▸ Prompt: Find the string "lineWidth" in the data, then copy every line where it is found.

___ Information ___

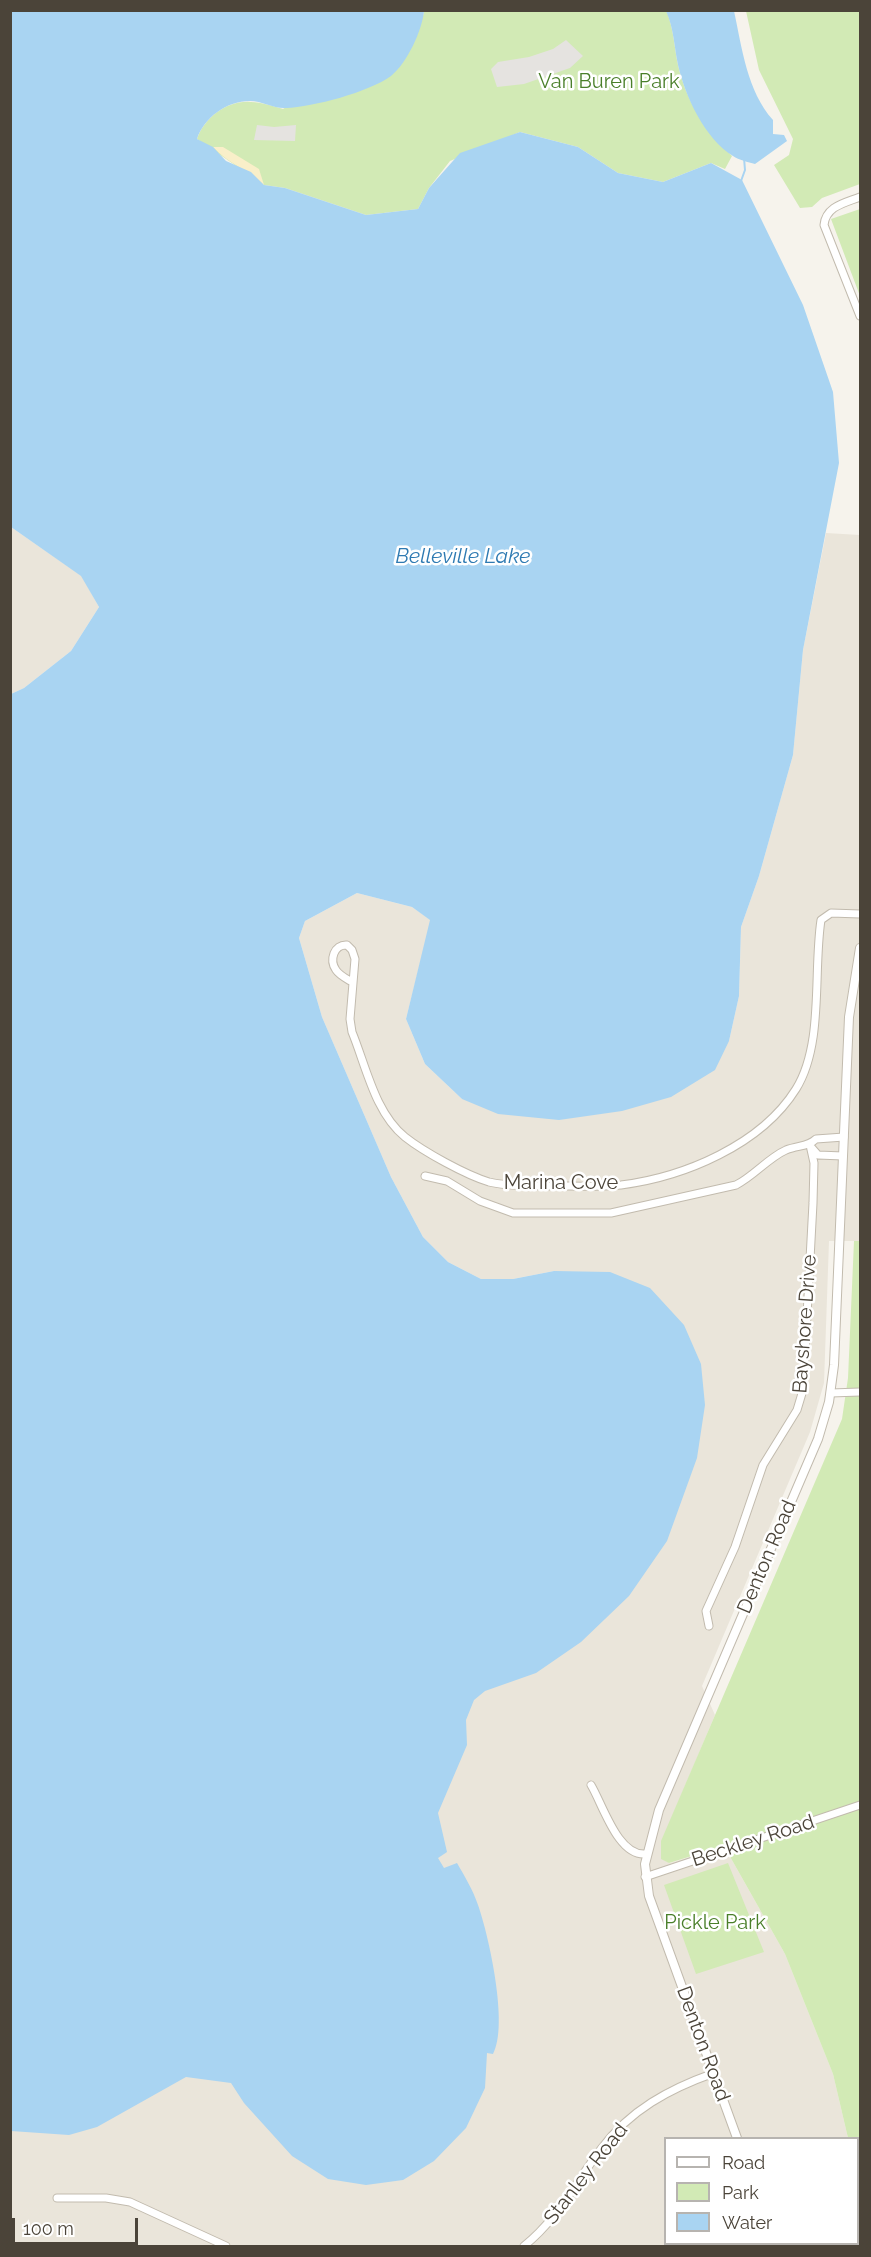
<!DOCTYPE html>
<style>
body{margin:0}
#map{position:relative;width:871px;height:2257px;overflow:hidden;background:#f6f3ec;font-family:Raleway,sans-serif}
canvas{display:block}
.frame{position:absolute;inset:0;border:12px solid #4b4439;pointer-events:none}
.legend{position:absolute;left:664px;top:2137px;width:195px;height:108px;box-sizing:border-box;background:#fff;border:2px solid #b7b4b0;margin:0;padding:8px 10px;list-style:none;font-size:18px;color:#4b4439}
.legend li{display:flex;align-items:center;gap:12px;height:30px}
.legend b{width:30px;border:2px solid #b7b4b0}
.scale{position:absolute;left:12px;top:2218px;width:126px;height:27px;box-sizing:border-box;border:3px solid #4b4439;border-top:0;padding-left:8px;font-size:18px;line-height:21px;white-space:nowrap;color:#4b4439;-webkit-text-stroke:4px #fff;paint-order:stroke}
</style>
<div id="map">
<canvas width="871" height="2257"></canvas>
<div class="frame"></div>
<ul class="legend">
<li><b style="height:8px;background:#fff"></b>Road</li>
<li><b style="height:16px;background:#d2eab5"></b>Park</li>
<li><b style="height:16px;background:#a9d4f2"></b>Water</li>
</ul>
<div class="scale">100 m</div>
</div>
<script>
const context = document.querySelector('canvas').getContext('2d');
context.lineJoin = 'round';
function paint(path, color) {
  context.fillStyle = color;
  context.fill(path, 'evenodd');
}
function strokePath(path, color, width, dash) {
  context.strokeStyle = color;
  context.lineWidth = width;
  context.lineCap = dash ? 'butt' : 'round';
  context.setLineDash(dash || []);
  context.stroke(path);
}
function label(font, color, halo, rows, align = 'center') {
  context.font = font + ' Raleway,sans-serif';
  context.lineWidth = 5;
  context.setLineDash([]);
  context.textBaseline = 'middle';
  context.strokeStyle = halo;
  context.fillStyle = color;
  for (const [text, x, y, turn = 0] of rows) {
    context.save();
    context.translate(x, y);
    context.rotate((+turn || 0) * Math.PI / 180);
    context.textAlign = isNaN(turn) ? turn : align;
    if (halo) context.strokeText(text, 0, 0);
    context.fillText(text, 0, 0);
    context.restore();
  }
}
paint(new Path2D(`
 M11,527l71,49 17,31 -28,44 -47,37 -13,6z
 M826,533l34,2v706h-31l-5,142 -14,49 -108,254 13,29 -53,126 -1,17 9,5 54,-17 61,108 48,120 15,64h-182v106h192v-61l2,13v50h-849l-1,-155 382,-194 162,-626 -41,8h-32l-33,-17 -25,-25 -32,-60 -69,-160 -23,-79 6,-17 52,-28 55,14 19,13 -25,99 19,45 37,35 267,-58 10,-45 2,-69 18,-51 34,-121 10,-105z`), '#eae5da');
paint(new Path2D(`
 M666,10c8,19 8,36 12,55 9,39 27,63 54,91l-7,13 -14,-6 -48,19 -45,-9 -40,-26 -58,-15 -70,29 -21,27 -11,21 -52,6 -81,-27 -21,-3 -67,-46c7,-21 30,-39 54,-37 10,0 22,4 32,7l140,-93 1,-5z
 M746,11h114v173l-38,14 -10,9 -12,1 -26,-43 15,-10 4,-16 -34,-69z
 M860,209v87l-29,-77z
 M854,1241h6v955l-2,-13v-45h-10l-15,-64 -48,-120 -61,-108 -55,17 -8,-4v-18l181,-422 6,-41z
 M728,1863l36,89 -68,22 -32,-89z`), '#d2eab5');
paint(new Path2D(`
 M213,147h10l36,22 5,16c-16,-16 -36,-21 -51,-38z`), '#f9efc9');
paint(new Path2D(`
 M566,40l17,16 -13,12 -46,16 -27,3 -6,-18 7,-7 31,-5 24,-8z
 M257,125l17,2 22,-2 -1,16 -41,-1z`), '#e5e3e0');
paint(new Path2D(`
 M10,11h414c-2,20 -17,52 -33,65 -22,16 -78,31 -105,32 -12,1 -24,-7 -36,-7 -24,0 -46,17 -53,38l16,8 13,14 25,11 13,13 21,3 81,27 52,-6 11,-21 31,-35 60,-21 58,15 40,26 45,9 48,-19 31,17 61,125 30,87 6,71 -36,187 -10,105 -34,121 -18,51 -2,69 -10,45 -14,29 -44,27 -49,14 -63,9 -61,-6 -36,-15 -37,-35 -19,-45 24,-99 -18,-13 -55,-14 -52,28 -6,17 23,79 69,160 32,60 25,25 33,17h32l41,-8 56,1 40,16 34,37 17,39 4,41 -8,53 -30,83 -38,55 -48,46 -45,31 -51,18 -11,9 -8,20 1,25 -29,68 9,39 -9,6 6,10 13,-5c8,14 16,27 21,42 11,31 31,121 15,149l-6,-1 -2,35 -19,40 -32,33 -31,19 -37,5 -38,-6 -36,-23 -48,-53 -13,-20 -45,-6 -89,50 -28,8 -58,-4v-1437l13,-6 47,-37 28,-44 -18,-31 -70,-49z
 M666,11h68c8,37 13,80 39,109v14l11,1 3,6 -32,23c-7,-2 -16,-4 -22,-8 -28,-17 -48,-60 -55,-91 -4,-19 -4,-36 -12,-54z`), '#a9d4f2');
strokePath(new Path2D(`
 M741,181l4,-11 -1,-12`), '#a9d4f2', 2);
const minor = new Path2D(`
 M860,197c-15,6 -34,9 -36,28l36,91
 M352,982c-5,-3 -13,-7 -16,-12 -7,-10 -2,-26 11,-25l5,5 3,9 -5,60 2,13c14,34 23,81 53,105 19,15 61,38 84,45 19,5 44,3 64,4 22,0 45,1 68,-1 63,-8 140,-40 175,-96 28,-45 17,-117 25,-169l10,-7 29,1
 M811,1147l7,8 25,1
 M425,1176l22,5 33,20 33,12h98l125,-28c18,-9 32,-27 50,-35 12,-5 22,-3 30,-11l28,-2
 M831,1393l29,-1
 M709,1626l-3,-15 29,-64 28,-82 34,-55 6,-20 10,-187 1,-40 -4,-18
 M591,1785c12,20 27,72 55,69
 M645,1877l215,-72
 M57,2198h49l24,4 96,44
 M524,2246c34,-27 51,-63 77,-97 29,-39 68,-60 113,-76`);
const tertiary = new Path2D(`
 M737,2138l-88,-242 -4,-32 14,-54 159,-371 11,-37 5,-37 15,-348 11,-69
 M775,2244l1,2`);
strokePath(minor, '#c2bbae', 9);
strokePath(tertiary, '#c2bbae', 10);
strokePath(minor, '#fff', 7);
strokePath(tertiary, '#fff', 8);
label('20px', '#4a7f2a', '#fff', [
 ["Van Buren Park",609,82],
 ["Pickle Park",715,1923]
]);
label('20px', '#4b4439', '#fff', [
 ["Marina Cove",561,1183],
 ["Bayshore Drive",805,1324,-86],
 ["Denton Road",767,1557,-67],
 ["Beckley Road",753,1841,-18],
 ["Denton Road",703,2044,70],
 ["Stanley Road",586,2174,-52]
]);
label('italic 21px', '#2e7ab2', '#fff', [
 ["Belleville Lake",463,557]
]);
</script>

___

▸ Output of the task:
  context.lineWidth = width;
  context.lineWidth = 5;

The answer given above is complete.